The published document decides that the absence of utilization of Zcash’s privacy abilities by over 99% of users puts the network’s privacy into question even though ZEC offers “strong cryptographic features.” The document states that Zcash was created by a hardfork of Bitcoin (BTC) that intends to “to completely break the link between the sender and the receiver.”

The academics emphasize that “Zcash is not widely used” at this point in time, pointing to a survey of darknet markets published earlier this month, indicating that “it [, Zcash,] is by far not the preferred cryptocurrency on the dark web.” By adopting zero-knowledge SNARK (succinct non-interactive arguments of knowledge) protocol, ZEC avoids all kind of communication between validator and the one proving transaction, establishing “a barrier that further impedes efforts to link addresses together.”

Nevertheless, Zcash facilitates both shielded, anonymous transaction and also pseudonymous transparent transactions. Notably, only 0.09% (30-day average) of ZEC trades utilized privacy features offered by the network.

“[E]ven though cryptographically Zcash is very well-founded, the users behave in a way that does not take full advantage of the shielded pool, making them traceable. As each user in the shielded pool becomes linked to the transparent pool, the overall anonymity of the ZEC ecosystem reduces as the anonymity set shrinks drastically.”

The study identifies, “[I]t seems that the large majority of Zcash users do not yet understand Zcash’s operating model,” deciding that the “minuscule” group of ZEC users taking advantage of protected transactions makes “effectively traceable.”

The document points that a rising number of altcoins are trying to project as privacy focused cryptos and claim to provide total anonymity in transactions.
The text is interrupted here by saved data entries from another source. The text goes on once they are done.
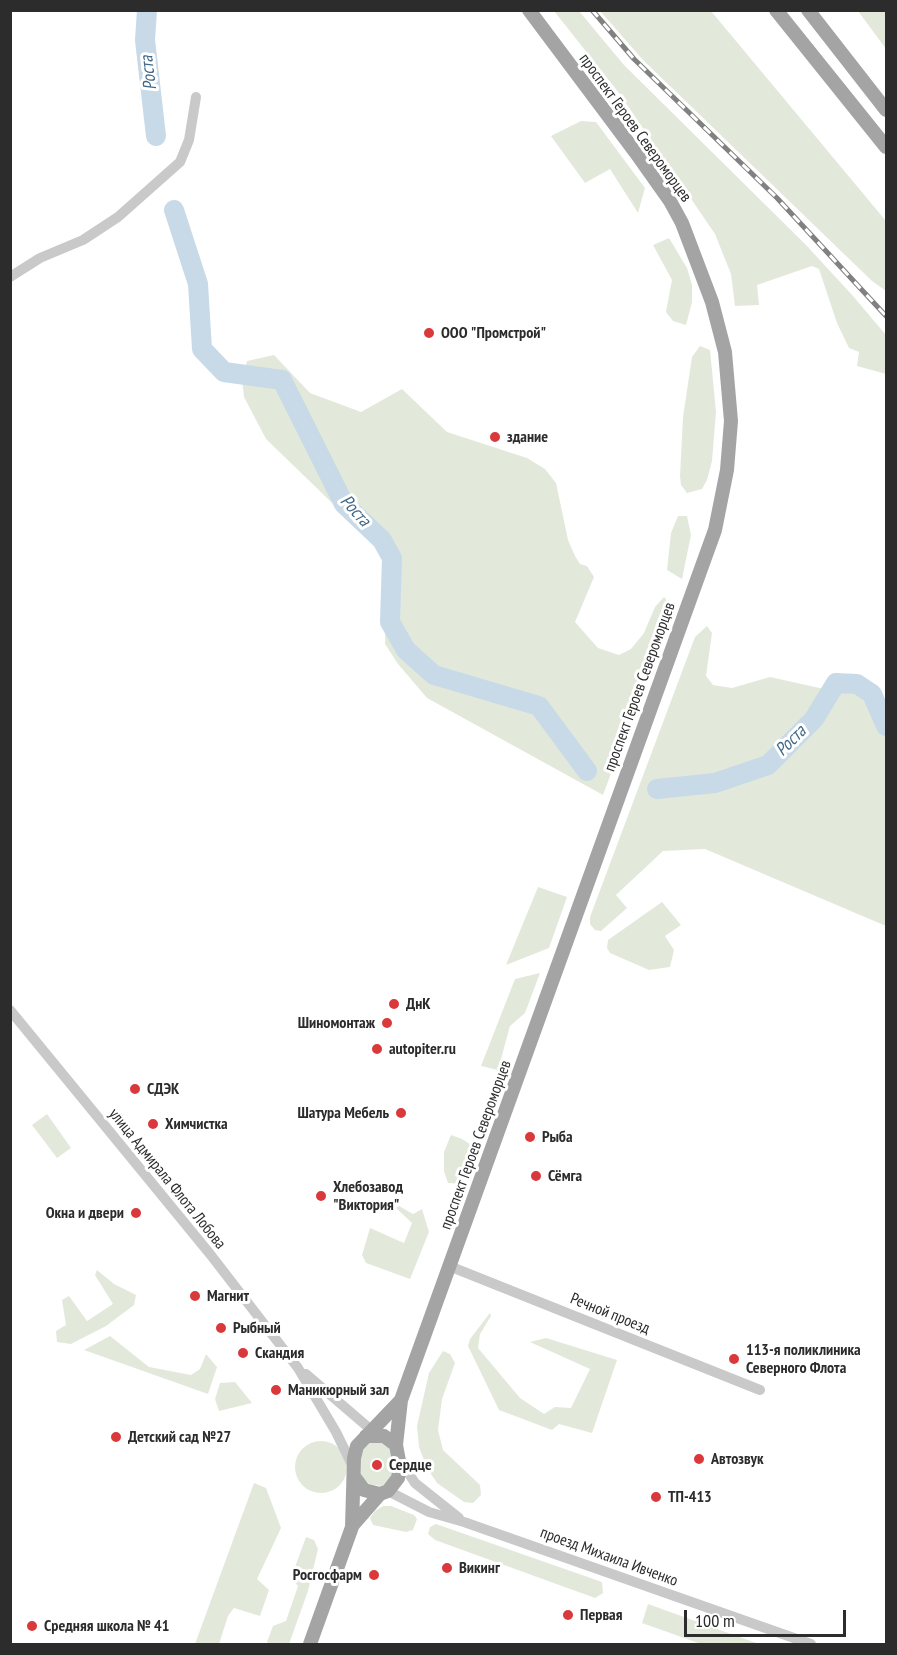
<!DOCTYPE html>
<meta charset="utf-8">
<style>
body{margin:0}
#map{position:relative;width:897px;height:1655px;overflow:hidden;background:#fff;font-family:"PT Sans Narrow",sans-serif}
canvas{display:block}
.frame{position:absolute;inset:0;border:12px solid #2c2c2c;pointer-events:none}
.scale{position:absolute;left:684px;top:1610px;width:162px;height:27px;box-sizing:border-box;border:3px solid #2c2c2c;border-top:0;padding-left:8px;font-size:18px;line-height:21px;white-space:nowrap;color:#2c2c2c;-webkit-text-stroke:4px #fff;paint-order:stroke}
</style>
<div id="map">
<canvas width="897" height="1655"></canvas>
<div class="frame"></div>
<div class="scale">100 m</div>
</div>
<script>
const context = document.querySelector('canvas').getContext('2d');
context.lineJoin = 'round';
function paint(path, color) {
  context.fillStyle = color;
  context.fill(path, 'evenodd');
}
function shape(rows) {
  const path = new Path2D();
  for (const r of rows) {
    if (r.length === 3) {
      path.moveTo(r[0] + r[2], r[1]);
      path.arc(r[0], r[1], r[2], 0, 2 * Math.PI);
      continue;
    }
    path.moveTo(r[0], r[1]);
    for (let i = 2; i < r.length; i += 2) path.lineTo(r[i], r[i + 1]);
  }
  return path;
}
function strokePath(path, color, width, dash) {
  context.strokeStyle = color;
  context.lineWidth = width;
  context.lineCap = dash ? 'butt' : 'round';
  context.setLineDash(dash || []);
  context.stroke(path);
}
function label(font, color, halo, rows, align = 'center') {
  context.font = font + ' "PT Sans Narrow",sans-serif';
  context.lineWidth = 6;
  context.setLineDash([]);
  context.textBaseline = 'middle';
  context.strokeStyle = halo;
  context.fillStyle = color;
  for (const [text, x, y, turn = 0] of rows) {
    context.save();
    context.translate(x, y);
    context.rotate((+turn || 0) * Math.PI / 180);
    context.textAlign = isNaN(turn) ? turn : align;
    if (halo) context.strokeText(text, 0, 0);
    context.fillText(text, 0, 0);
    context.restore();
  }
}
paint(shape([
 [554,11,579,11,624,65,806,245,853,296,886,335,886,374,857,366,859,352,849,348,837,323,819,269,812,266,757,285,759,305,735,306,731,274,715,234,619,93],
 [600,11,711,11,886,221,886,291,872,281,643,60],
 [858,11,886,11,886,49],
 [581,121,596,122,645,188,638,213,610,169,585,183,551,136],
 [669,238,687,268,692,285,692,302,686,325,673,321,666,312,672,280,653,245],
 [700,346,710,350,716,412,712,461,707,480,702,489,687,493,681,485,680,476,683,417,692,357],
 [274,355,310,393,361,412,402,389,447,432,527,458,545,469,556,483,568,540,575,556,580,564,587,566,594,577,575,622,598,648,619,655,631,649,644,633,655,607,664,597,673,608,603,795,427,698,398,664,385,644,388,557,266,439,244,397,242,380,247,361],
 [678,516,687,516,691,535,682,579,667,570,671,533],
 [707,626,712,633,706,676,713,685,732,688,770,677,824,689,851,689,886,710,886,926,705,849,663,851,616,895,627,908,601,931,595,930,590,924,590,917,695,637],
 [538,887,567,897,549,948,506,965],
 [662,902,681,925,665,936,674,950,670,967,649,970,610,953,607,948,608,940],
 [540,973,525,1013,510,1026,498,1070,481,1066,515,979],
 [47,1114,71,1148,57,1158,32,1125],
 [451,1135,462,1139,476,1148,462,1184,448,1183,444,1171,444,1152],
 [399,1206,413,1214,422,1209,429,1232,410,1279,366,1263,362,1255,370,1228,404,1243,412,1223,396,1208],
 [97,1270,114,1284,136,1295,134,1305,106,1326,71,1344,57,1342,56,1331,66,1325,62,1300,69,1296,87,1321,113,1304,95,1275],
 [490,1313,491,1316,480,1334,478,1348,520,1398,544,1414,555,1407,571,1408,590,1369,530,1342,546,1338,617,1360,592,1433,559,1424,552,1430,499,1410,468,1346,470,1339],
 [110,1336,149,1367,191,1375,200,1369,206,1354,217,1367,208,1394,84,1350],
 [443,1351,450,1354,455,1363,442,1399,438,1430,443,1450,480,1485,481,1495,473,1503,464,1502,437,1483,427,1468,419,1447,417,1426,429,1373],
 [235,1382,252,1403,219,1411,215,1399,220,1383],
 [321,1467,26],
 [368,1442,385,1443,391,1449,393,1476,388,1483,381,1486,369,1484,360,1475,360,1453],
 [254,1483,266,1488,281,1528,257,1579,269,1590,260,1616,234,1608,228,1616,219,1644,195,1644],
 [383,1506,391,1506,414,1515,417,1519,413,1530,406,1532,373,1525,370,1518,375,1511],
 [436,1524,602,1582,603,1593,595,1598,435,1540,428,1534,430,1527],
 [306,1537,314,1540,318,1549,308,1591,289,1644,269,1644,267,1642,273,1626,286,1621,298,1586,291,1578],
 [648,1604,759,1644,701,1644,642,1623]
]), '#e2e9db');
strokePath(shape([
 [147,10,145,40,156,136],
 [174,210,198,284,202,349,224,372,282,380,344,504,382,540,392,558,390,622,406,650,434,675,539,706,587,771],
 [657,789,715,783,768,765,814,719,836,683,857,684,872,694,886,726]
]), '#c8dae8', 20);
strokePath(shape([
 [10,277,40,258,83,240,118,217,180,162,189,140,196,97],
 [10,1010,210,1254,298,1368,336,1432,353,1467],
 [449,1266,760,1390],
 [306,1374,376,1434],
 [400,1460,415,1483,459,1518],
 [388,1491,429,1512,464,1522,811,1644]
]), '#c9c9c9', 10);
strokePath(shape([
 [776,10,886,147],
 [808,10,886,110],
 [366,1436,384,1436,396,1445],
 [355,1478,364,1490,380,1494,388,1491,398,1478,400,1466,396,1445,401,1400,715,530,727,470,731,421,725,352,712,302,682,223,670,201,636,153,529,10],
 [352,1526,380,1494],
 [310,1644,352,1527,354,1458,357,1446,401,1400]
]), '#a4a4a4', 14);
const rail = shape([
 [592,10,634,59,777,198,886,316]
]);
strokePath(rail, '#818181', 5);
strokePath(rail, '#fff', 3, [9]);
for (const [x, y, r, color] of [
 [429,333,6,"#d9393b"],
 [495,437,6,"#d9393b"],
 [394,1004,6,"#d9393b"],
 [387,1023,6,"#d9393b"],
 [377,1049,6,"#d9393b"],
 [135,1089,6,"#d9393b"],
 [401,1113,6,"#d9393b"],
 [153,1124,6,"#d9393b"],
 [530,1137,6,"#d9393b"],
 [536,1176,6,"#d9393b"],
 [321,1196,6,"#d9393b"],
 [136,1213,6,"#d9393b"],
 [195,1296,6,"#d9393b"],
 [221,1328,6,"#d9393b"],
 [243,1353,6,"#d9393b"],
 [734,1359,6,"#d9393b"],
 [276,1390,6,"#d9393b"],
 [116,1437,6,"#d9393b"],
 [699,1459,6,"#d9393b"],
 [377,1465,6,"#d9393b"],
 [656,1497,6,"#d9393b"],
 [447,1568,6,"#d9393b"],
 [374,1575,6,"#d9393b"],
 [568,1615,6,"#d9393b"],
 [32,1626,6,"#d9393b"]
]) {
  const dot = new Path2D();
  dot.arc(x, y, r, 0, 2 * Math.PI);
  context.fillStyle = color;
  context.fill(dot);
  strokePath(dot, '#fff', 2);
}
label('16px', '#2c2c2c', '#fff', [
 ["проспект Героев Североморцев",635,128,54],
 ["проспект Героев Североморцев",640,687,-70],
 ["проспект Героев Североморцев",476,1145,-70],
 ["улица Адмирала Флота Лобова",167,1179,51],
 ["Речной проезд",610,1314,22],
 ["проезд Михаила Ивченко",609,1557,20]
]);
label('bold 16px', '#2c2c2c', '#fff', [
 ["ООО \"Промстрой\"",441,333],
 ["здание",507,437],
 ["ДнК",406,1004],
 ["Шиномонтаж",375,1023,"right"],
 ["autopiter.ru",389,1049],
 ["СДЭК",147,1089],
 ["Шатура Мебель",389,1113,"right"],
 ["Химчистка",165,1124],
 ["Рыба",542,1137],
 ["Сёмга",548,1176],
 ["Хлебозавод",333,1187],
 ["\"Виктория\"",333,1205],
 ["Окна и двери",124,1213,"right"],
 ["Магнит",207,1296],
 ["Рыбный",233,1328],
 ["113-я поликлиника",746,1350],
 ["Северного Флота",746,1368],
 ["Скандия",255,1353],
 ["Маникюрный зал",288,1390],
 ["Детский сад №27",128,1437],
 ["Автозвук",711,1459],
 ["Сердце",389,1465],
 ["ТП-413",668,1497],
 ["Викинг",459,1568],
 ["Росгосфарм",362,1575,"right"],
 ["Первая",580,1615],
 ["Средняя школа № 41",44,1626]
], 'left');
label('italic 18px', '#406888', '#fff', [
 ["Роста",149,73,-97],
 ["Роста",355,511,48],
 ["Роста",791,741,-45]
]);
</script>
However, in reality, crypto assets offer only pseudonymous transactions. The researchers observe several features of Monero designed to provide untraceability and unlinkability.

For every transaction output, a new address is used to avoid any kind of linking, while traceability is avoided through the use of one-time ring signatures, similar to zero-knowledge proof, along with deceptive inputs referred to as mixins.

The document also studies several upgrades made to the covenant from 2017 onwards, identifying that not even 1% of trades conducted through the use of XMR in the past two years can be traced as per several methods of analysis used. Nevertheless, one model was able to disclose transaction inputs with preciseness of 30%.